Now 72, Switzer is still running, and still pushing the envelope. For others.
A few years ago, Switzer created 261 Fearless, an organization that is out to empower women through the creation of local running clubs, education programs, communication platforms and social running events. 261 was the number on Switzer's bib in that infamous 1967 Boston Marathon when she dropped the running community on its head with her defiance to run the race in spite of the fact that women weren't allowed to run marathons at that time, mostly because they were deemed to be "too fragile."
The still spunky Switzer was in the area last weekend as part of the Humana Rock 'n Roll Challenge. The half marathon in downtown Chicago was just one of the activities that 261 Fearless took part in while headquartered at McCormick Place to promote the benefits, not only physical, but also mental and psychological, of running for women.
Switzer still runs for no less than an hour a day, or 25 to 30 miles a week. She'll run at least one marathon a year and dozens of 5Ks, 10Ks, half marathons and trail races.
"I want women to understand that it is never too late to start a fitness program," Switzer said. "We want 261 to make them feel fearless about doing it. We want them to take the first step with us.
"I remember being nervous and insecure when I first started running. But as I kept doing it, I felt empowered as I ran. I want every woman I know to feel this way. And I really think that 261 Fearless can empower women even beyond running."
According to its website, 261 Fearless wants to create a sisterhood to women all over the world, allowing "fearless women to pass strength gained from running onto women who are facing challenges and, hence, sparking a revolution of empowerment."
Switzer not only talks the talk, she walks the walk. Or in her case, runs it. She believes she is a walking billboard for how running and a fit lifestyle can help women age gracefully and powerfully.
Besides maintaining her aggressive workout regimen, she is a writer, public speaker and active in 261 Fearless.
"I run at my age to break stress. This is when I can get my head together and get my ideas right," Switzer said. "Anyone can do it. I just tell women, put your shoes at the door, and do a little at a time each day. Start with walking. Then maybe you jog and run a little. It will feel good.
"When I come back from a run, I always come back happy and refreshed."
For information about the group, visit 261fearless.org.
All in the family: Chicago Sky players Allie Quigley, Courtney Vandersloot and Diamond DeShields will play in Saturday's WNBA All-Star Game (2:30 p.m., ABC) at Mandalay Bay in Las Vegas.

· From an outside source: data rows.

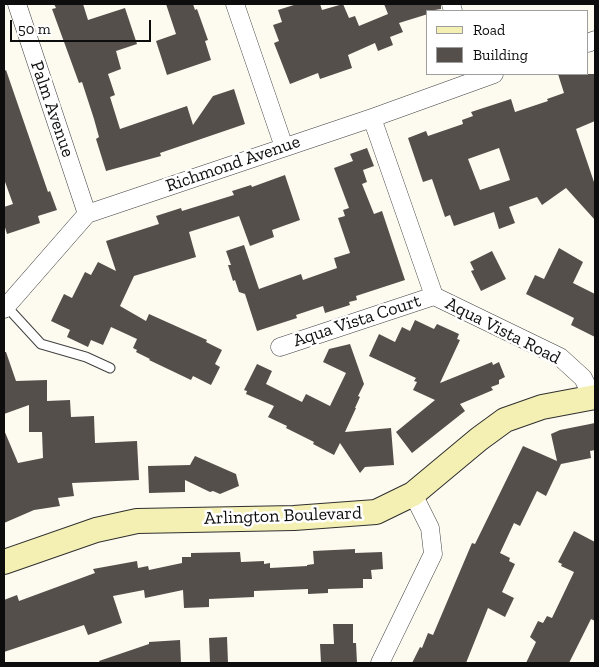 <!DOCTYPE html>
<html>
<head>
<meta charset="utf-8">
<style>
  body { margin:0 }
  #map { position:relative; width:599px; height:667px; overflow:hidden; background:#fdfbf0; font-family:"Zilla Slab",serif }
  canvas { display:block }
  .frame { position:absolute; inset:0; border:5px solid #0d0d0d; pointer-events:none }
  .legend { position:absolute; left:426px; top:10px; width:162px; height:65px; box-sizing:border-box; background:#fff; border:1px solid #9e9e9e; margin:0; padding:6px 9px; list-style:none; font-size:15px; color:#0d0d0d }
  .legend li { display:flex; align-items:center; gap:10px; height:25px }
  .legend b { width:25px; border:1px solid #9e9e9e }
  .scale { position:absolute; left:10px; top:20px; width:141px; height:22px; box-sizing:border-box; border:2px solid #0d0d0d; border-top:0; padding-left:6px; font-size:15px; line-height:18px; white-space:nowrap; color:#0d0d0d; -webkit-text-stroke:4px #fff; paint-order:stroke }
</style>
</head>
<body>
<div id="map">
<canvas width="599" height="667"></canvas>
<div class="frame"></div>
<ul class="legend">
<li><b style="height:6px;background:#f4f0b3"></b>Road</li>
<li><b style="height:14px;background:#554f4b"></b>Building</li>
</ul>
<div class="scale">50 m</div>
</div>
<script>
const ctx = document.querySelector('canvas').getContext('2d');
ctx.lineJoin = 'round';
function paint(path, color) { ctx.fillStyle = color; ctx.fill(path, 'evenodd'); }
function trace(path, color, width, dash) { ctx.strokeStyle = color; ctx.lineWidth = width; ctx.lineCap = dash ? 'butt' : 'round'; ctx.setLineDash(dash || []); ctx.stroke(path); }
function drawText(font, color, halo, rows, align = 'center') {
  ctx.font = font + ' "Zilla Slab",serif'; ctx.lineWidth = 5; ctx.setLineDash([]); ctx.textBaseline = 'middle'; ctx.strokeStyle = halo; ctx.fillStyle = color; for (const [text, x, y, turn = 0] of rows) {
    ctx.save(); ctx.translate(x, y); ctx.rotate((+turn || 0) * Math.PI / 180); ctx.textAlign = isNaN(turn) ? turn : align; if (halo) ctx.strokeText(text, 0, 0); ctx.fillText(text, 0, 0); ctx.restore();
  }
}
const building = new Path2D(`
  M 54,4 L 83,4 L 88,20 L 125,8 L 137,44 L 116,51 L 121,69 L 108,74 L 115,95 L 110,97 L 120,129 L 187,106 L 193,125 L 213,96 L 234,89 L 245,124 L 160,153 L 161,156 L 106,171 L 96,139 L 99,137 L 94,119 L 82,82 L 79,83 L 52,9 L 56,8 Z
  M 166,4 L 193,4 L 195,10 L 197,9 L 208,40 L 205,41 L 211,60 L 167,75 L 156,41 L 176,34 Z
  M 297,4 L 320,4 L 322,10 L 343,4 L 349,18 L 355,16 L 359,26 L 388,14 L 384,4 L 441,4 L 441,9 L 428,11 L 428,14 L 399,23 L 403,32 L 390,37 L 393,45 L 378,51 L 375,43 L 348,55 L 352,68 L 320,79 L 318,73 L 290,84 L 274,43 L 279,41 L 273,25 L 282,22 L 278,10 Z
  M 6,70 L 48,192 L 50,191 L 57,210 L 38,216 L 40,223 L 7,234 L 4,224 L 4,207 L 13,204 L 4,179 L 4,71 Z
  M 558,74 L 595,74 L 595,121 L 576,129 L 595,185 L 595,220 L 566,188 L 542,205 L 537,197 L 509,207 L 515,223 L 499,229 L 494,212 L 454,226 L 450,215 L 445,217 L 432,179 L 423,182 L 408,138 L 426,131 L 428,136 L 463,124 L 462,120 L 473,116 L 471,112 L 511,99 L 515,112 L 548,101 L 547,99 L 564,93 ZM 499,148 L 510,180 L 480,190 L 468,159 Z
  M 367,148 L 374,166 L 363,170 L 367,182 L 362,184 L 374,214 L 382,211 L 405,280 L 356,296 L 357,300 L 349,302 L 350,305 L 325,313 L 323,306 L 296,315 L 297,318 L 257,331 L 245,294 L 239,292 L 235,280 L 233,281 L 228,265 L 231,265 L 226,251 L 244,245 L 259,289 L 301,274 L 303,280 L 337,268 L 334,258 L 350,253 L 338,218 L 345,216 L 343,210 L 349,208 L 334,168 L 353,161 L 350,154 Z
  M 285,175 L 300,220 L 272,230 L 274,237 L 250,246 L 239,216 L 189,232 L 196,257 L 134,276 L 120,306 L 146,321 L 149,314 L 207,340 L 206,342 L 222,350 L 215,364 L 220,367 L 211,385 L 193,376 L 191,380 L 149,360 L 150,359 L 136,352 L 137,350 L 133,348 L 137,339 L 111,327 L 103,345 L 91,340 L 88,347 L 67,337 L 70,330 L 51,321 L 64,294 L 72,298 L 85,272 L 91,275 L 98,262 L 116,271 L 106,241 L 159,224 L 156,216 L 181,208 L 182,211 L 234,195 L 232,191 L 251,185 L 252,187 Z
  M 559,248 L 583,262 L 573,283 L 595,294 L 595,337 L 571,325 L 574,318 L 526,294 L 535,275 L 544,279 Z
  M 492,251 L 506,279 L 481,291 L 471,271 L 474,270 L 470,262 Z
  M 415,320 L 434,329 L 437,324 L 459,334 L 457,339 L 460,340 L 440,383 L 492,362 L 493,365 L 499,362 L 505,377 L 499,380 L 499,384 L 491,387 L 493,390 L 460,404 L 465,411 L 412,453 L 396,432 L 435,400 L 413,390 L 417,382 L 414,381 L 416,378 L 369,356 L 379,334 L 395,342 L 402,327 L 410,331 Z
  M 350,344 L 364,384 L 358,396 L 360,397 L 355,408 L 356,408 L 345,432 L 391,428 L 394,465 L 365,467 L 360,473 L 340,443 L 334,455 L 313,444 L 314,442 L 286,428 L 287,426 L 268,417 L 274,406 L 246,394 L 247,391 L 244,390 L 257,364 L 272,371 L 266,384 L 302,402 L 306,394 L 330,406 L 346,373 L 323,362 L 329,349 Z
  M 4,352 L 6,352 L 16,381 L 47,380 L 47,401 L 70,400 L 71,417 L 94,416 L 95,443 L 137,441 L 139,480 L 72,483 L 74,496 L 58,498 L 60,506 L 34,510 L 4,523 L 4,430 L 18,463 L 43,458 L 42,432 L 29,432 L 29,405 L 4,414 Z
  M 595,423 L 595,450 L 590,451 L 591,458 L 561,464 L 546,496 L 537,491 L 520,526 L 514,523 L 500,553 L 510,558 L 509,561 L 515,564 L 502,592 L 514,598 L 505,617 L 488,608 L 466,663 L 412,663 L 420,647 L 422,648 L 428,633 L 433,635 L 472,543 L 475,544 L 523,446 L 557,461 L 551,434 L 560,430 Z
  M 195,456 L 236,474 L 239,486 L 220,494 L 213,491 L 210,492 L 185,480 L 185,492 L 149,493 L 148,466 L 190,465 Z
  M 574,531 L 595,542 L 595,621 L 591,619 L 569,663 L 526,663 L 536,642 L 530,637 L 538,621 L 543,623 L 547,616 L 552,618 L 574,572 L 561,566 L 562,564 L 558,562 Z
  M 355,549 L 355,553 L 382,552 L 383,569 L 371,570 L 372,579 L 363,579 L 363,588 L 328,589 L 328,593 L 308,594 L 308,589 L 254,591 L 254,597 L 209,599 L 209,607 L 184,608 L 183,590 L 145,598 L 144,590 L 113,596 L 122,623 L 88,635 L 84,625 L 4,652 L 4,600 L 17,595 L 19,601 L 95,573 L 93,569 L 137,561 L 138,568 L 148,566 L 149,570 L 182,563 L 182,557 L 191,557 L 191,553 L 240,552 L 241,562 L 264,561 L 264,564 L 270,563 L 270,568 L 307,566 L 307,565 L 314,564 L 313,551 Z
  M 333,624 L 353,624 L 353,643 L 356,643 L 357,663 L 321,663 L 320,644 L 334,644 Z
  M 227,637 L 228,663 L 210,663 L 209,638 Z
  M 180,640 L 181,663 L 100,663 L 99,661 L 149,644 L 149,642 Z`);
const service = new Path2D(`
  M 7,307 L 41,344 L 86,357 L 110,368`);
const minor = new Path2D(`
  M 17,4 L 87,214
  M 235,4 L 284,147
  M 451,4 L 453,11
  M 588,43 L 595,40
  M 372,118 L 434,296 L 560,357 L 583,378 L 593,398
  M 4,309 L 87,214 L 372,118 L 494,74
  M 280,347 L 434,296
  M 380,663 L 433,554 L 430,528 L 413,494`);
const secondary = new Path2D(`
  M 4,562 L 96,530 L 137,521 L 294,518 L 376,512 L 413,494 L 479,439 L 505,420 L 542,407 L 595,397`);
const streetNames = [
  ["Palm Avenue",52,109,71],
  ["Richmond Avenue",233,164,-19],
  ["Aqua Vista Court",357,321,-18],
  ["Aqua Vista Road",503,331,27],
  ["Arlington Boulevard",283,516,-2]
];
paint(building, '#554f4b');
trace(service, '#404040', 11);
trace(minor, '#404040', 19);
trace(secondary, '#2f2f2f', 26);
trace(service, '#fff', 9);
trace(minor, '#fff', 18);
trace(secondary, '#f4f0b3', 24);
drawText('18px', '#0d0d0d', '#fff', streetNames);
</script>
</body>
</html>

The Sky and the Las Vegas Aces are the only teams with three players in the game.
Even more impressive than the Sky's strong presence as all-stars is the Sky's strong support system.

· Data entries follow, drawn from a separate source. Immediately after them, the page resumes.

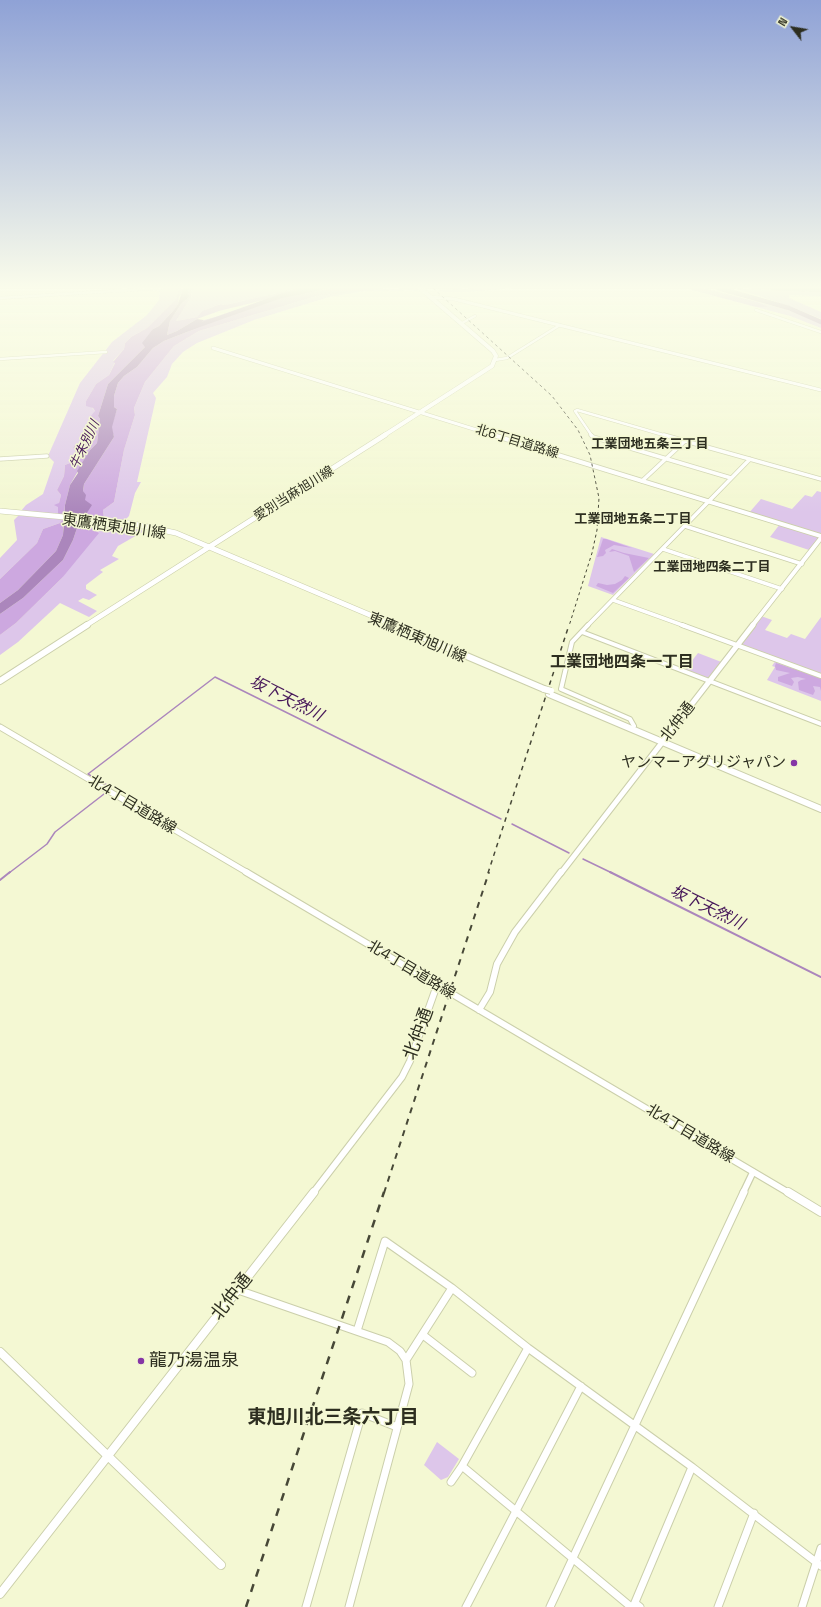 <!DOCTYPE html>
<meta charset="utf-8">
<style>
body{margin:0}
#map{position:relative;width:821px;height:1607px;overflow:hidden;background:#f4f8d3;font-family:"Space Grotesk",sans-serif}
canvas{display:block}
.north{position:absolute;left:773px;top:8px;width:40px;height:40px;-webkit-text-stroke:3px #f4f8d3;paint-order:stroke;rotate:301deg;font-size:11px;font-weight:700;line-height:16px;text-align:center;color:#2d2e20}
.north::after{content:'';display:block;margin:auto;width:14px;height:18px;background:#2d2e20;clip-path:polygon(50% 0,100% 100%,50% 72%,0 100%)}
</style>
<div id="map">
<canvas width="821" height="1607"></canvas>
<div class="north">N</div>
</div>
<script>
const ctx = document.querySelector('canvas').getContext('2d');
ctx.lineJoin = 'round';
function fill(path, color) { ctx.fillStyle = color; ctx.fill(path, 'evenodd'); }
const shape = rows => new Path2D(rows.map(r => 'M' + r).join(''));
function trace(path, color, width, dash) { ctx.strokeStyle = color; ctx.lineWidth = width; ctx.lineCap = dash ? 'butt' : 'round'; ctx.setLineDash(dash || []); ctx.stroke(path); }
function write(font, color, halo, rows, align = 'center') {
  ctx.font = font + ' "Space Grotesk","Noto Sans JP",sans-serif'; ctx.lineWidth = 3; ctx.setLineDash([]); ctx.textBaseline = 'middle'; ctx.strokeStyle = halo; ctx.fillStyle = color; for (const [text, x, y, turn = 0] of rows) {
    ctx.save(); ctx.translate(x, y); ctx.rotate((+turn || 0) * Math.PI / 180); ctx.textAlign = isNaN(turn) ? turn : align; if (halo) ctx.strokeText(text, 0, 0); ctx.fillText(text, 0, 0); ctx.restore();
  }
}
const green = shape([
 [160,288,179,288,176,299,147,328,131,337,125,343,124,349,113,361,115,362,109,375,96,384,86,401,95,411,91,430,86,442,75,445,73,448,81,452,79,457,75,461,65,465,64,476,57,490,61,495,58,507,58,515,21,511,26,505,43,494,54,462,48,456,80,383,112,342,147,315,159,300],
 [192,288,299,288,225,305,221,304,202,311,197,317,176,321,191,297],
 [418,288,421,290,366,291,329,297,254,320,197,343,183,352,172,364,167,377,153,393,156,398,137,482,141,482,135,493,129,516,124,521,104,519,103,510,114,502,124,450,135,415,134,408,145,382,174,346,199,331,317,296,366,289],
 [475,288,512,288,465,292,444,292,439,290],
 [735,288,821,292,821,296,789,295,789,298,821,312,821,319,792,307],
 [758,302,795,312,821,323,821,328,790,316,756,307,767,307],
 [817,491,821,492,821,539,812,551,770,537,780,524,748,514,761,499,792,509,805,495,812,497],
 [19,515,63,519,60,523,43,529,37,543,0,579,0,558,17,540,14,520],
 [80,523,146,530,118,546,112,556,119,559,100,570,103,572,86,585,86,589,97,595,89,600,83,598,78,601,97,611,89,617,60,603,18,642,0,655,0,635,16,623,62,578,90,528,77,528],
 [601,537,654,554,613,595,588,586],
 [761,616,772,620,765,630,787,638,791,634,805,639,821,617,821,701,767,680,775,667,772,666,776,660,738,645],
 [698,653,724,663,710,681,684,671],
 [437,1442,459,1459,448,1477,441,1480,424,1465]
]);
const forest = shape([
 [179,288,184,289,179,297,178,304,173,311,159,326,153,329,146,346,108,384,98,416,100,419,97,443,90,450,70,485,65,505,64,515,58,515,58,507,54,505,59,503,61,495,57,490,64,476,65,465,75,461,79,457,81,452,73,448,75,445,86,442,87,434,91,430,89,427,90,417,95,411,93,408,86,406,86,401,96,384,109,375,115,363,113,362,124,349,125,343,131,337,147,328,176,299],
 [188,288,192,288,191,297,176,321,197,317,202,311,221,304,225,305,299,288,313,288,219,311,197,319,177,331,167,335,170,321,181,304,189,297],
 [332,288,387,288,317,296,199,331,174,346,145,382,134,408,135,415,124,450,114,502,103,510,104,519,84,517,85,500,83,491,84,484,114,437,111,427,117,409,114,407,114,396,118,383,124,376,137,367,153,348,164,341,197,328,204,320,257,306,275,299],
 [691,288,703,288,758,302,768,307,756,307,692,290],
 [63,519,63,535,56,551,18,590,0,603,0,579,37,543,43,529,60,523],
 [77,528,90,528,99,533,62,578,16,623,0,635,0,614,23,598,63,560,73,540],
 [603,539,606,539,632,548,614,545,605,550,606,553,603,556,597,557],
 [612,549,624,553,649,558,634,572,629,556,615,551,609,552],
 [625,576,629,578,613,593,596,586,598,583,607,585,615,584,622,580],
 [776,663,821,678,821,691,820,687,813,686,815,691,813,695,799,690,798,682,801,680,806,679,798,677,791,678,794,682,792,686,778,681,778,677,790,673,776,670,775,666]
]);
const water = shape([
 [183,288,188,288,189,297,181,304,170,321,167,335,177,331,197,319,204,320,197,328,164,341,153,348,137,367,124,376,118,383,114,396,114,407,117,409,112,427,114,437,84,484,83,491,86,495,85,500,92,505,77,528,73,540,63,560,23,598,0,614,0,603,18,590,56,551,63,535,65,505,70,485,78,473,77,471,90,450,97,443,100,419,98,416,108,384,145,347,142,343,153,329,159,326,173,311,178,304]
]);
const streamFar1 = shape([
 [99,781,88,774,215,677,501,819],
 [103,783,111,787,111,789],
 [512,824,569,853],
 [583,859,612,873],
 [9,873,47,844,55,832,104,794]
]);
const stream = shape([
 [610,872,821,977],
 [0,880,10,872]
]);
const river = shape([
 [718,288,789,308,821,322],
 [772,288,821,290],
 [188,329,281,296,319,288]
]);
const minorFar4 = shape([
 [0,298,162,288],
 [756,310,821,332],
 [462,323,475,316],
 [0,359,106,352],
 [495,360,507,358,560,325],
 [592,436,575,411,577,410,667,436]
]);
const minorFar3 = shape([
 [591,435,593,437,731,478],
 [664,435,821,479],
 [0,459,47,456],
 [642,481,685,441],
 [685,526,802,564],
 [663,549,782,589],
 [613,600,685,626],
 [587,626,750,459]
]);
const minorFar2 = shape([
 [588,625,572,642,561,689,630,719,634,726],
 [682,625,821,676],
 [582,632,821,724]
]);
const minorFar1 = shape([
 [743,1193,753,1172]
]);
const minor = shape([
 [238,1290,388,1342,400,1351,406,1360,409,1384,349,1607],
 [357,1331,385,1241,452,1288,528,1348,692,1467,821,1566],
 [423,1335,472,1373],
 [406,1360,452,1288],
 [462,1466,631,1607],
 [451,1482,462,1466,528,1348],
 [635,1603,640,1607],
 [306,1607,362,1413,397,1427],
 [466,1607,581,1386],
 [550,1607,744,1192],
 [633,1607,692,1467],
 [718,1607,754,1513],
 [802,1607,821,1548]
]);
const tertiaryFar4 = shape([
 [430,297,454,299,821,390],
 [213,348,496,436]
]);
const tertiaryFar3 = shape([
 [493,435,821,536],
 [752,626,821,538]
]);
const tertiaryFar2 = shape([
 [0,727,248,873],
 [561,873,753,625]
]);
const tertiaryFar1 = shape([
 [246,872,789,1193],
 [479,1010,490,992,497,964,515,932,561,872],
 [313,1193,402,1077,410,1061,437,985]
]);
const tertiary = shape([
 [788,1192,821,1212],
 [0,1352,221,1565],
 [0,1594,314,1192]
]);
const primaryFar2 = shape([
 [383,436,492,366,496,356,493,351,420,288]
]);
const primaryFar1 = shape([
 [0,511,129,523,176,533,396,626],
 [85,626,385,435]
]);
const primary = shape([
 [394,625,544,689],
 [0,681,87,625],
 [549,694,821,809]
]);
const railFar3 = shape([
 [433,288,552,396,578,430,590,455,599,498,597,530,592,553,569,626]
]);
const railFar2 = shape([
 [488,873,569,625]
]);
const railFar1 = shape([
 [384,1193,489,872]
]);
const rail = shape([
 [246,1607,384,1192]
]);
const primaryBridge = shape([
 [544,689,551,691]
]);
const markers = [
 [794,763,4,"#8536a6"],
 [141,1361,4,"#8536a6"]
];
const farStreetnames = [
 ["北6丁目道路線",517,442,17],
 ["愛別当麻旭川線",294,494,-32]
];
const farNeighbourhoodnames = [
 ["工業団地五条三丁目",650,444],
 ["工業団地五条二丁目",633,519],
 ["工業団地四条二丁目",712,567]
];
const farWaternames = [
 ["牛朱別川",85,445,-65]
];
const streetNames = [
 ["東鷹栖東旭川線",114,527,8],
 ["東鷹栖東旭川線",417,638,23],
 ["北仲通",678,722,-52],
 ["北4丁目道路線",132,805,31],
 ["北4丁目道路線",411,970,31],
 ["北4丁目道路線",690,1134,31]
];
const poiNames = [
 ["ヤンマーアグリジャパン",786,763]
];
const neighbourhoodNames = [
 ["工業団地四条一丁目",622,663]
];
const waterNames = [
 ["坂下天然川",286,699,27],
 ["坂下天然川",707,908,26]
];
const nearStreetnames = [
 ["北仲通",419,1034,-70],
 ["北仲通",232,1297,-52]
];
const nearPoinames = [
 ["龍乃湯温泉",149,1361]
];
const nearNeighbourhoodnames = [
 ["東旭川北三条六丁目",333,1418]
];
fill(green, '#ddc6ea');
fill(forest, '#cda8e0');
fill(water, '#ab86bc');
trace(streamFar1, '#ab86bc', 1.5);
trace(stream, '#ab86bc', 2);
trace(river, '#ab86bc', 4.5);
trace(minorFar4, '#cbcfab', 3.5);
trace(minorFar3, '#cbcfab', 5);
trace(minorFar2, '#cbcfab', 6);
trace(minorFar1, '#cbcfab', 8);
trace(minor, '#cbcfab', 9);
trace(tertiaryFar4, '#cbcfab', 4);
trace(tertiaryFar3, '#cbcfab', 5.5);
trace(tertiaryFar2, '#cbcfab', 7);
trace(tertiaryFar1, '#cbcfab', 8);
trace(tertiary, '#cbcfab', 10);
trace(primaryFar2, '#cbcfab', 5);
trace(primaryFar1, '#cbcfab', 6);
trace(primary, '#cbcfab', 8);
trace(minorFar4, '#fff', 2.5);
trace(minorFar3, '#fff', 3.5);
trace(minorFar2, '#fff', 4);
trace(minorFar1, '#fff', 5.5);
trace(minor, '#fff', 7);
trace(tertiaryFar4, '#fff', 3);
trace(tertiaryFar3, '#fff', 4);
trace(tertiaryFar2, '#fff', 5);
trace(tertiaryFar1, '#fff', 6);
trace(tertiary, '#fff', 8);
trace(primaryFar2, '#fff', 4);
trace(primaryFar1, '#fff', 5);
trace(primary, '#fff', 6);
trace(railFar3, '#474837', 1, [3, 3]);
trace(railFar2, '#474837', 1.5, [4.5, 4.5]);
trace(railFar1, '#474837', 2, [6, 6]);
trace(rail, '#474837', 2.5, [8, 8]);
trace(primaryBridge, '#cbcfab', 8, []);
trace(primaryBridge, '#fff', 6);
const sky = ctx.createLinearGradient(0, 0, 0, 513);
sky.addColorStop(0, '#8fa2d6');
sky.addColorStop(0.56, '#fafceb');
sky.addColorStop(1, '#fafceb00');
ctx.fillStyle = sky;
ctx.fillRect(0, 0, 821, 513);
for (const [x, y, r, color] of markers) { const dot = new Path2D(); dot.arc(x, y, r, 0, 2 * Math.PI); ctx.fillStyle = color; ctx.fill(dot); trace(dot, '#f4f8d3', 1.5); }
write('13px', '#2d2e20', '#f4f8d3', farStreetnames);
write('bold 13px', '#2d2e20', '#f4f8d3', farNeighbourhoodnames);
write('italic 13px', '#47185a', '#f4f8d3', farWaternames);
write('15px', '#2d2e20', '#f4f8d3', streetNames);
write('15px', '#2d2e20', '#f4f8d3', poiNames, 'right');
write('bold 16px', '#2d2e20', '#f4f8d3', neighbourhoodNames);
write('italic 16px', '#47185a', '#f4f8d3', waterNames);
write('18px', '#2d2e20', '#f4f8d3', nearStreetnames);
write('18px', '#2d2e20', '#f4f8d3', nearPoinames, 'left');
write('bold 19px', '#2d2e20', '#f4f8d3', nearNeighbourhoodnames);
</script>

It has been reported by Sky players that at least six and maybe all remaining nine players are planning to attend the game as a show of support.
"I think that says a lot about this group that we have," Vandersloot said. "I feel like I wouldn't be an all-star without (the rest of the team), so I'm glad they're coming so I get to share that with them."
Vandersloot was selected by captain and former Sky star Elena Delle Donne of the Washington Mystics to be on Team Delle Donne. Quigley and DeShields were selected by captain A'ja Wilson of the Las Vegas Aces to be on Team Wilson.
Ex-Sky players in the game are Sylvia Fowles of the Minnesota Lynx, Candice Dupree of the Indiana Fever and Kristi Toliver of the Washington Mystics.